Cloud "oops turns out our distributed system is centralized in a single datacenter" Flare
Some other juicy bits about the #Cloudflare outage:
- No 24/7 (experienced) technician availability at the datacenter that hosted their control plane(!)
- No end-to-end service dependency tracking or diagrams
- Therefore, supposedly HA services depending on non-HA infrastructure
- Even if the "redundant" setup *did* work (it didn't), all three locations would be physically within *the same earthquake zone*
This is absolute clowncar level network administration, frankly, for something the size and importance of Cloudflare.
@joepie91 wait, the internet went down while I was out eating dinner?
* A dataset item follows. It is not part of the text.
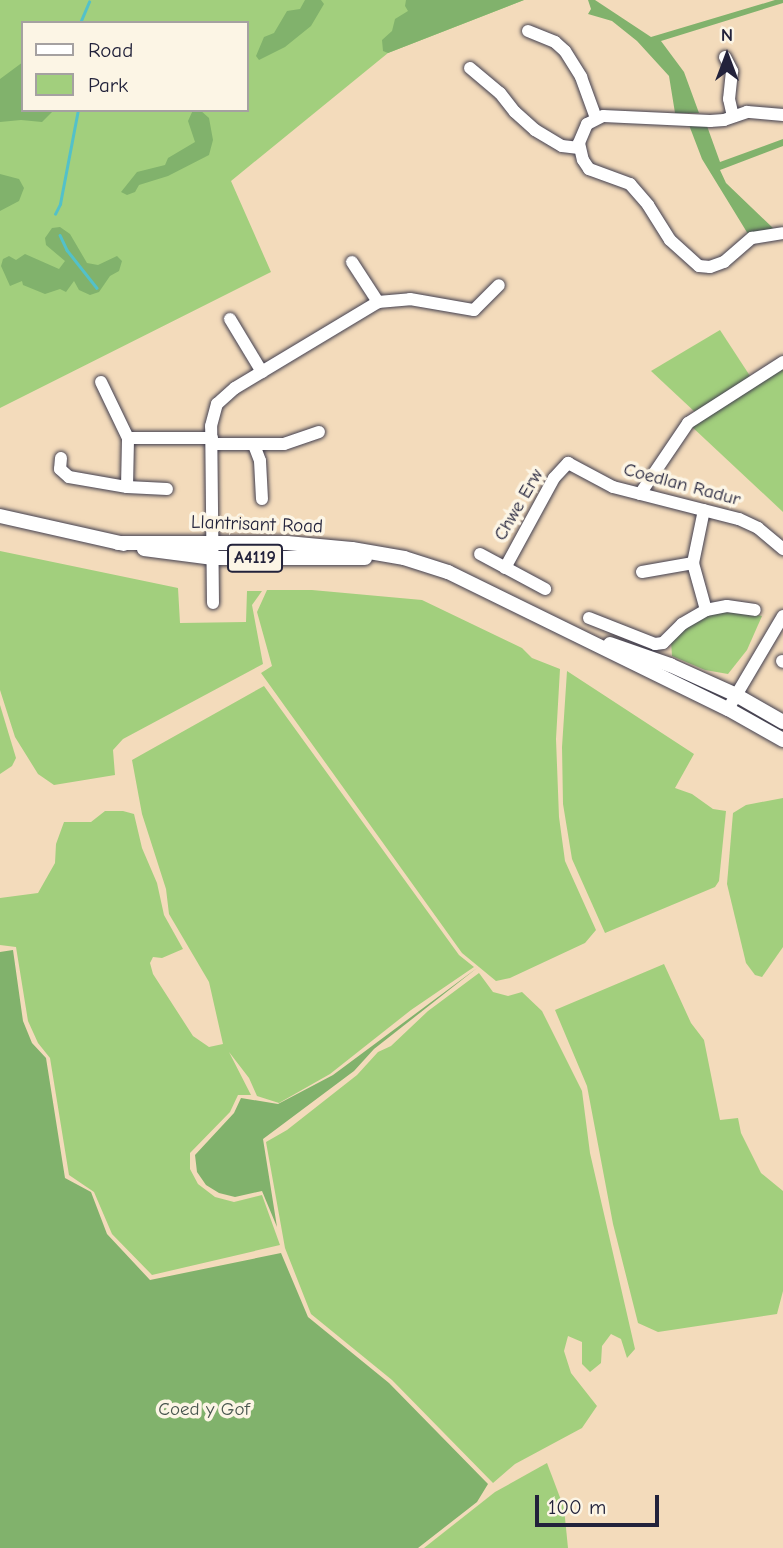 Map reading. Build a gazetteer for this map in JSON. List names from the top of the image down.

I better go read up on this lol
@joepie91 sorry, are you talking about the multi-billion dollar networking company or a 6 month old startup?
@thibaultmol Yeahhhh
@joepie91 haven't followed what happened at Cloudflare but:
- BGP is what Cloudflare is using?
- you very much can fuck up BGP, remember the Facebook outage? BGP route hijacks also happen, sometimes to the extent of your traffic randomly going via China Telecom
- you need to register as LIR with one of a few orgs like RIPE, and own/lease blocks of IP addresses for yourself, not sure what's the cost of it
"Well, we *thought* we had High Availability, but we never actually tested that"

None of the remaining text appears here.